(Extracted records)
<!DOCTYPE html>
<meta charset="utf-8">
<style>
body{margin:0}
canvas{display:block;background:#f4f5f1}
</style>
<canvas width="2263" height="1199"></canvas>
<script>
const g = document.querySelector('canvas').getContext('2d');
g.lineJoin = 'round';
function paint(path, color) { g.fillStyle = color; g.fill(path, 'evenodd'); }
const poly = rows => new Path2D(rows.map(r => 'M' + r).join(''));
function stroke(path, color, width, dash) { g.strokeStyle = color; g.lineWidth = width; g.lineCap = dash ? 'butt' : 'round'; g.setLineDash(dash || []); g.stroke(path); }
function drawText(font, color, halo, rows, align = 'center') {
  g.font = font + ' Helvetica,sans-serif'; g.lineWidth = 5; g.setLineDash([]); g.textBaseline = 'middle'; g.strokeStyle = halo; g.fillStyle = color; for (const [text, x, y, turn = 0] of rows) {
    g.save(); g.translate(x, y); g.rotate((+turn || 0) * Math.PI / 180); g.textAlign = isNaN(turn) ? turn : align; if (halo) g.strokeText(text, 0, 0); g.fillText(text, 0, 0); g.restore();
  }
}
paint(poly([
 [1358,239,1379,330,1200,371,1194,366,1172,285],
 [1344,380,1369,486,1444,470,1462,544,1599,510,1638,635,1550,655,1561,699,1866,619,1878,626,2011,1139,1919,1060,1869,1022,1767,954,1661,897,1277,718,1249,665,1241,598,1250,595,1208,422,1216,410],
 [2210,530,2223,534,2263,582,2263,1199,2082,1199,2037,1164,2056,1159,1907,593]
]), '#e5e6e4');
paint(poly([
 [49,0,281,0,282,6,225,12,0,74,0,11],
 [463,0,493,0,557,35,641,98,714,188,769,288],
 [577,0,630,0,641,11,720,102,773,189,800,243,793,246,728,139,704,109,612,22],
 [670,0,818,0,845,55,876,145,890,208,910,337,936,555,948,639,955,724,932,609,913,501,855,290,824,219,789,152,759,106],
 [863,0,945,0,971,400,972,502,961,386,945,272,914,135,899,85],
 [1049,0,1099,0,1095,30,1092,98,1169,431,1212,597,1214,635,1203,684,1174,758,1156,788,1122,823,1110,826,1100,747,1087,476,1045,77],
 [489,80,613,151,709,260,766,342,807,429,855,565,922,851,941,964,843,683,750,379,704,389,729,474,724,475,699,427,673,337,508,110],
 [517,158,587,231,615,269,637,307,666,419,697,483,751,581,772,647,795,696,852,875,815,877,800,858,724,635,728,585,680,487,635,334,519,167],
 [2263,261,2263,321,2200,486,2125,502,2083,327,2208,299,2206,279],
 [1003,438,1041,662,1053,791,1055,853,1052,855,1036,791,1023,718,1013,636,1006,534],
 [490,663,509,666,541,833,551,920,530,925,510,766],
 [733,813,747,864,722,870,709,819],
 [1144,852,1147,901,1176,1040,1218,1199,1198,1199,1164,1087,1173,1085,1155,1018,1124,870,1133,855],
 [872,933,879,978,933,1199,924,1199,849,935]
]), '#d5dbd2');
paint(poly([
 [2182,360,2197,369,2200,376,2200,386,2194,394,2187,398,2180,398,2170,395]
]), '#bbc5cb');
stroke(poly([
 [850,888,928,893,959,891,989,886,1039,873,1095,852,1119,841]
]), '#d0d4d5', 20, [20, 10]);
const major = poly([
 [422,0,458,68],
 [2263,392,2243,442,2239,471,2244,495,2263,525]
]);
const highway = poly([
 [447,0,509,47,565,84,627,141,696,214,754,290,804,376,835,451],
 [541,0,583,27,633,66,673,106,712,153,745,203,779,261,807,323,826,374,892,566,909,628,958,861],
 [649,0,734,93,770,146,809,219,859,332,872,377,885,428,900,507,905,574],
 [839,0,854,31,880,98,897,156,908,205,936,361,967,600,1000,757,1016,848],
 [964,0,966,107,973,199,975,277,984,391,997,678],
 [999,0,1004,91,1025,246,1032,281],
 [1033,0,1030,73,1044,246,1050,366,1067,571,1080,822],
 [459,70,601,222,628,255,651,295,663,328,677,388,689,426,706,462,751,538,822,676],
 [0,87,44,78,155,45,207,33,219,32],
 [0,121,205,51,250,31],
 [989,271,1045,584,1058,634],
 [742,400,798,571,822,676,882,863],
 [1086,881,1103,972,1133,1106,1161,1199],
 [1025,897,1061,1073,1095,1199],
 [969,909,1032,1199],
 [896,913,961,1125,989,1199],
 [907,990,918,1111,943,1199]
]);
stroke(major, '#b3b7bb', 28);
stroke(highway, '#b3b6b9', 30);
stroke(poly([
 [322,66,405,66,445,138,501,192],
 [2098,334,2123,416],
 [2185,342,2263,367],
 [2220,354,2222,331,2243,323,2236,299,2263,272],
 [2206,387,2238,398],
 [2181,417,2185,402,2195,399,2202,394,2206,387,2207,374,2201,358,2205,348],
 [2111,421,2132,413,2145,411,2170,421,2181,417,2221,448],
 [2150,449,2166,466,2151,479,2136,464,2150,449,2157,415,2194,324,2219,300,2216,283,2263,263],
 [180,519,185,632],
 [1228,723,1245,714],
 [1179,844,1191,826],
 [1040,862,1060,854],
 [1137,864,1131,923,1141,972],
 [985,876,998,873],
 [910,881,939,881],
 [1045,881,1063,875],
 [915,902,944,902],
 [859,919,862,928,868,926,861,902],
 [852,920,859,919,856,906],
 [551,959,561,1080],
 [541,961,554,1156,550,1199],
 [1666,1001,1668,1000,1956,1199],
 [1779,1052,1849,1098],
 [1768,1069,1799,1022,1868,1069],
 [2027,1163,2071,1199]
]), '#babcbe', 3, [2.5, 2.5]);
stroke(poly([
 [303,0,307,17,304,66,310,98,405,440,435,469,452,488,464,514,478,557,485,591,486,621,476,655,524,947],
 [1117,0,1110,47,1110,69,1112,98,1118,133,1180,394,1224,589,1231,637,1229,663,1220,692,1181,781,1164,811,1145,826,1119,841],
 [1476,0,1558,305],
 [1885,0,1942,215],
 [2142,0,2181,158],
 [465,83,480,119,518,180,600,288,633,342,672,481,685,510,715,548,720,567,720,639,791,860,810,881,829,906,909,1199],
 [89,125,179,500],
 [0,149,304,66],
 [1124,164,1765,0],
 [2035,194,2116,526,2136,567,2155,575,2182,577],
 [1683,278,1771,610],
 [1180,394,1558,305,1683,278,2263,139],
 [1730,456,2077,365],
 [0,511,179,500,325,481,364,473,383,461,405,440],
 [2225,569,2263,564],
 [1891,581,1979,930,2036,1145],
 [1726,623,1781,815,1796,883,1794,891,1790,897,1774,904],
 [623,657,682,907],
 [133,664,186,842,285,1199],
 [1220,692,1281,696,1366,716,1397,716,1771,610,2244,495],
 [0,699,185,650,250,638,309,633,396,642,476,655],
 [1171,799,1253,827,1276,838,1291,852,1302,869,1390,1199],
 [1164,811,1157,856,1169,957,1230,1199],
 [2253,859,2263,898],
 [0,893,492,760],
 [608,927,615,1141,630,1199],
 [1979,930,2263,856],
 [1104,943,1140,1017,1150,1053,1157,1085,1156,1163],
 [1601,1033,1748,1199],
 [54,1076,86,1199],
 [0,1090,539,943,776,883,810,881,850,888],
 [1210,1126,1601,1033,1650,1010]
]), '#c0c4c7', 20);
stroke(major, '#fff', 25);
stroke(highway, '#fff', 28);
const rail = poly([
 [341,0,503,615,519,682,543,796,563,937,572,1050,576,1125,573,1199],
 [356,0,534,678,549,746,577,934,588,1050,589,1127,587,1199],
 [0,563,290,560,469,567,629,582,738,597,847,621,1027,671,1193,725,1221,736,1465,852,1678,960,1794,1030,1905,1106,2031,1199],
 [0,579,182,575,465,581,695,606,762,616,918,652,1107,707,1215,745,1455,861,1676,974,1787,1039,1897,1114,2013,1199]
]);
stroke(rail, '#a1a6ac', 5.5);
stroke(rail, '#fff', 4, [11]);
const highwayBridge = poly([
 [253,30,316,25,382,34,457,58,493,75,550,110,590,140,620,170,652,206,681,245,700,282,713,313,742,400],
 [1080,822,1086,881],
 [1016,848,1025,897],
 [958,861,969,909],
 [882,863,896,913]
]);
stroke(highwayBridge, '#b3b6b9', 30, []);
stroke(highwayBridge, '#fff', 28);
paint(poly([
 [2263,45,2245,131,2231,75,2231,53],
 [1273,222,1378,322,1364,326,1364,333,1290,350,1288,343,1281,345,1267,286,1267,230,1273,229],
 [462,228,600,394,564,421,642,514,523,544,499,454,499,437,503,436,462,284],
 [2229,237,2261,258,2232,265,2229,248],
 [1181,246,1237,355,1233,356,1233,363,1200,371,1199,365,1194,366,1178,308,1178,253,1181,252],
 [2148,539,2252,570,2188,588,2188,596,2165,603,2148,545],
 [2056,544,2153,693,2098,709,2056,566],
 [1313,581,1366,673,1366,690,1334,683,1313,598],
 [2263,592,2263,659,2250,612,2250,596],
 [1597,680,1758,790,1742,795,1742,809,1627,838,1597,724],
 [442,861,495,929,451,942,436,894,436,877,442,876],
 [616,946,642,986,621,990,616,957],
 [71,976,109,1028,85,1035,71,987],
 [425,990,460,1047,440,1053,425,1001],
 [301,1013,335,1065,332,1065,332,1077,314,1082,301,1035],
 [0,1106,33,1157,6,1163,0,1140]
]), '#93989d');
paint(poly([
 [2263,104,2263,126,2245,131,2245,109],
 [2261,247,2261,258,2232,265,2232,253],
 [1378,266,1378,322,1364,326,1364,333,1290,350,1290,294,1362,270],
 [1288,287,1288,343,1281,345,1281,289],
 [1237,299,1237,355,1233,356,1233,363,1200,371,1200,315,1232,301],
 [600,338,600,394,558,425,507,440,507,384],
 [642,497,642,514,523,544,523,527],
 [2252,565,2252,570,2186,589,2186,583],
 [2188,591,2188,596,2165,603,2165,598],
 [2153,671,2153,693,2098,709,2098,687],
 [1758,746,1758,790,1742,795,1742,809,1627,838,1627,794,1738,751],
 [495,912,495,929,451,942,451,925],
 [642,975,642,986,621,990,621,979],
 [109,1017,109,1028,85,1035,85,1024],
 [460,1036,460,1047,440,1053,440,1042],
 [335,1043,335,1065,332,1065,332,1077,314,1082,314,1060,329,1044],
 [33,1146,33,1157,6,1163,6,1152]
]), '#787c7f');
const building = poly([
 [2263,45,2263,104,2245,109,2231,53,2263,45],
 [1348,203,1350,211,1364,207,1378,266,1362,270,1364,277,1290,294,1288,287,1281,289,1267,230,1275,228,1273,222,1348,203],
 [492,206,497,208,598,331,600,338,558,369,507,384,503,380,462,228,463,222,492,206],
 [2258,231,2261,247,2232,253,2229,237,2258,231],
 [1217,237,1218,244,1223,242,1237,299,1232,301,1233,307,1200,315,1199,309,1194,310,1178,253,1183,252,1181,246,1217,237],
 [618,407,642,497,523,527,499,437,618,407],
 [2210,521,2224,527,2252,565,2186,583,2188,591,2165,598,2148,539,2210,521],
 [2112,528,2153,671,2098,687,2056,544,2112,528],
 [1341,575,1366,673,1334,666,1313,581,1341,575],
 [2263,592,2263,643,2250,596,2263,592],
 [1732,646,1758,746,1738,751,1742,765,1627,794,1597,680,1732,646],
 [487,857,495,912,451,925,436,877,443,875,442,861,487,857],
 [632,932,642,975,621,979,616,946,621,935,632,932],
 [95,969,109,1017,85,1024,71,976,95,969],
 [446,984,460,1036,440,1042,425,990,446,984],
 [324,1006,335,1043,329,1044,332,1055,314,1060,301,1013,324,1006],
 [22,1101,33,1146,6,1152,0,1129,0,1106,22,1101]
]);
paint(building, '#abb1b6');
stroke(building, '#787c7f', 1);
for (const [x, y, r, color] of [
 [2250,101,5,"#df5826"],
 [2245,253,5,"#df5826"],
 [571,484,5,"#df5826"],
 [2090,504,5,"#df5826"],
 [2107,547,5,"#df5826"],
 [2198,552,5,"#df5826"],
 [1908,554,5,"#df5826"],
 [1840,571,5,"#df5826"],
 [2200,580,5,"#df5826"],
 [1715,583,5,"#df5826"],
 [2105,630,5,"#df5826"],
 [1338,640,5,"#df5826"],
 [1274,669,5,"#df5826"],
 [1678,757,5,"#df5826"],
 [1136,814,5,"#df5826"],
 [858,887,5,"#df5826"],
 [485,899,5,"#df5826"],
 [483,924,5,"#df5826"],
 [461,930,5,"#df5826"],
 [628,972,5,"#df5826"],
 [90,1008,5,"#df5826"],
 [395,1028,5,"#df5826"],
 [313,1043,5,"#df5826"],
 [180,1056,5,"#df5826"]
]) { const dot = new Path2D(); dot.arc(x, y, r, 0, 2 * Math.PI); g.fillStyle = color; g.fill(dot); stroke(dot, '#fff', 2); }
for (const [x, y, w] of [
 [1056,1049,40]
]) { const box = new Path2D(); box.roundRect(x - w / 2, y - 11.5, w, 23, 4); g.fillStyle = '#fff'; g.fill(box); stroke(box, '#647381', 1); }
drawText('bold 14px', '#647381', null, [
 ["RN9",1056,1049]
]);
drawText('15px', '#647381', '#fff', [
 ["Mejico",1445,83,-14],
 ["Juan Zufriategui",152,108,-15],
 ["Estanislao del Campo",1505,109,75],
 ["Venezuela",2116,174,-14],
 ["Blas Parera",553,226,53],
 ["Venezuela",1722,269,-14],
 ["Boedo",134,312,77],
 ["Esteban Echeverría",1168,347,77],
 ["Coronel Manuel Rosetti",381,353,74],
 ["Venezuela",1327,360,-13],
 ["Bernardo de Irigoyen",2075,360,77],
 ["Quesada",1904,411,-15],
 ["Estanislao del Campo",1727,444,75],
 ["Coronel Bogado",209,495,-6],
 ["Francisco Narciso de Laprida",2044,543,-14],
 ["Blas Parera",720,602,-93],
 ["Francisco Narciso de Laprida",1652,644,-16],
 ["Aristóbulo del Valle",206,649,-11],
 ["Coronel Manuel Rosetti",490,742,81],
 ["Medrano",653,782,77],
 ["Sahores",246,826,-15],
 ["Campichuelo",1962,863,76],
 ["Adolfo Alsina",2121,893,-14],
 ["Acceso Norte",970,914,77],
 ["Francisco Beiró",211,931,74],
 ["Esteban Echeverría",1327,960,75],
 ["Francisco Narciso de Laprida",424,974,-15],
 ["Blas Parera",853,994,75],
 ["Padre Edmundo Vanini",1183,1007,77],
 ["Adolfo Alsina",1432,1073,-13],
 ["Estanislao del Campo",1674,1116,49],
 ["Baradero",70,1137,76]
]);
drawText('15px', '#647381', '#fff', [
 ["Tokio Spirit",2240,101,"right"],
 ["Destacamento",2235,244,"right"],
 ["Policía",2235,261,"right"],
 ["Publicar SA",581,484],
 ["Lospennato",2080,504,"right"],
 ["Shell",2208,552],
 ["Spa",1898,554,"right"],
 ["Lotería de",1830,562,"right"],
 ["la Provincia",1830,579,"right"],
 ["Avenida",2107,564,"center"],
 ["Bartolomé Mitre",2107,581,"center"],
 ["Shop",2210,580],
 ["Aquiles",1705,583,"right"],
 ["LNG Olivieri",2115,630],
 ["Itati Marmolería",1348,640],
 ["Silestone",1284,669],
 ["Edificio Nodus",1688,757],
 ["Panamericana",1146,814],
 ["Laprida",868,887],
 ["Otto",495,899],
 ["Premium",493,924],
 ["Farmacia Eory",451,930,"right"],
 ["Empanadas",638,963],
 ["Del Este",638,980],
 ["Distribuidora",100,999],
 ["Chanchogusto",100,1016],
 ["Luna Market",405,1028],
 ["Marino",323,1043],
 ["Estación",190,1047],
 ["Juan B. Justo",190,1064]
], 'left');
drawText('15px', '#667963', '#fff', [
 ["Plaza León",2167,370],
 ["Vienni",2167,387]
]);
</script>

▸ THE PROBLEM: Across all the entries, count the lines that contain "rail", and state nothing but the total.

▸ SOLUTION BELOW: 3